For decades before this, Japan had been producing a sub-class of car for domestic consumption designed specifically to maximize space on roads and available fuel supplies. The Kei cars had always been about efficiency above all, but they were about to take the same turn for performance as the rest of the Japanese industry. From Honda, Suzuki, and finally Mazda would emerge three tiny sports cars, unified by dimensions and displacement, but astonishingly different in character.

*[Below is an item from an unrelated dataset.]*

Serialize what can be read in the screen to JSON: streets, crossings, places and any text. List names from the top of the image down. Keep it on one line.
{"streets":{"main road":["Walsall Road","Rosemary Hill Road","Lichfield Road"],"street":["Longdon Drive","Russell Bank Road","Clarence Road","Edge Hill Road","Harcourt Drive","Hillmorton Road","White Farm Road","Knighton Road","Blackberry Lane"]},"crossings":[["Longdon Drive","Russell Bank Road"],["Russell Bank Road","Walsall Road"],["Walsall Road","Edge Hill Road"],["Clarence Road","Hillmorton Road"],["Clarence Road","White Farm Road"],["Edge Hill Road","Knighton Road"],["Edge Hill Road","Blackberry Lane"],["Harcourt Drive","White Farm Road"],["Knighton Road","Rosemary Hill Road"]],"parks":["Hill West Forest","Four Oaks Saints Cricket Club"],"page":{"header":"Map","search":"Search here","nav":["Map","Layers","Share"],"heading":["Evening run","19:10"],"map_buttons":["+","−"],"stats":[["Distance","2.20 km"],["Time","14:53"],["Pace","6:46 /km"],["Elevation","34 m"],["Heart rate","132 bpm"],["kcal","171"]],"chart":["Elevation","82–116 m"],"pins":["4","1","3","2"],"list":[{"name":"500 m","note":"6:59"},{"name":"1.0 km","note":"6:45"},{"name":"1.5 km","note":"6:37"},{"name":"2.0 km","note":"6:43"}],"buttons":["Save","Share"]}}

It’s the Mazda that we’re here to discuss. Honda’s Beat and Suzuki’s Cappuccino have their adherents, but the Autozam AZ-1, to give its proper name, was and remains a darling of the JDM crowd, and for good reason. This tiny, mid-engine, gull-wing coupe is nothing less than the babiest of baby supercars. Fifteen inches shorter and an inch narrower than a Lotus Elan, it manages to be only c. eighty pounds heavier than Chapman’s gold standard lightweight, despite being made of steel instead of fiberglass. Sitting on a wheelbase four inches longer than the Lotus, this is a tiny, light car, with all its major masses between the wheels: A good start. Power came from a 657cc triple with twin-cams, and four valves for each cylinder, sourced from Suzuki. A turbo was attached, one suspects to puff up the mid-range as power was legally limited to 63bhp backed by an identical torque figure. I remember reading (I think in Sport Compact Car) that power could be doubled with bolt-on parts in-period.
The Owner of this car picked it up in Japan near Miyazaki, and drove the car in country for a time, having a real adventure. Along with a six-speed conversion with a LSD, they have fitted wheels from a Mitsubishi Evo III. This may go some way toward curing the car’s oft-criticized handling. The steering is incredibly sharp, and the front end carries only about 45% of the car’s weight, so it turns very immediately. Measure your inputs and stay within the limit and it’s secure. Overstep things, or fling it a little harder, and once the weight at the back starts to move, it can be a handful to get back in line. JGTC driver Manabu Orido took an example down Hot Version’s Touge course once, and complained he felt he was about to crash the whole time.
In the real world, such things barely matter with a car like this. The owner reckons it’s “Definitely a keeper!” and well, you can see why. It’s just…neat. It is wonderfully Japanese, managing to perfectly straddle the line between a Macross Valkyrie and a Pokemon. More seriously, it manages something almost no really small mid-engine car does. It has good proportions. The glasshouse doesn’t sit awkwardly atop the body, it fits perfectly. Even a DeTomaso Vallelunga doesn’t quite manage that trick.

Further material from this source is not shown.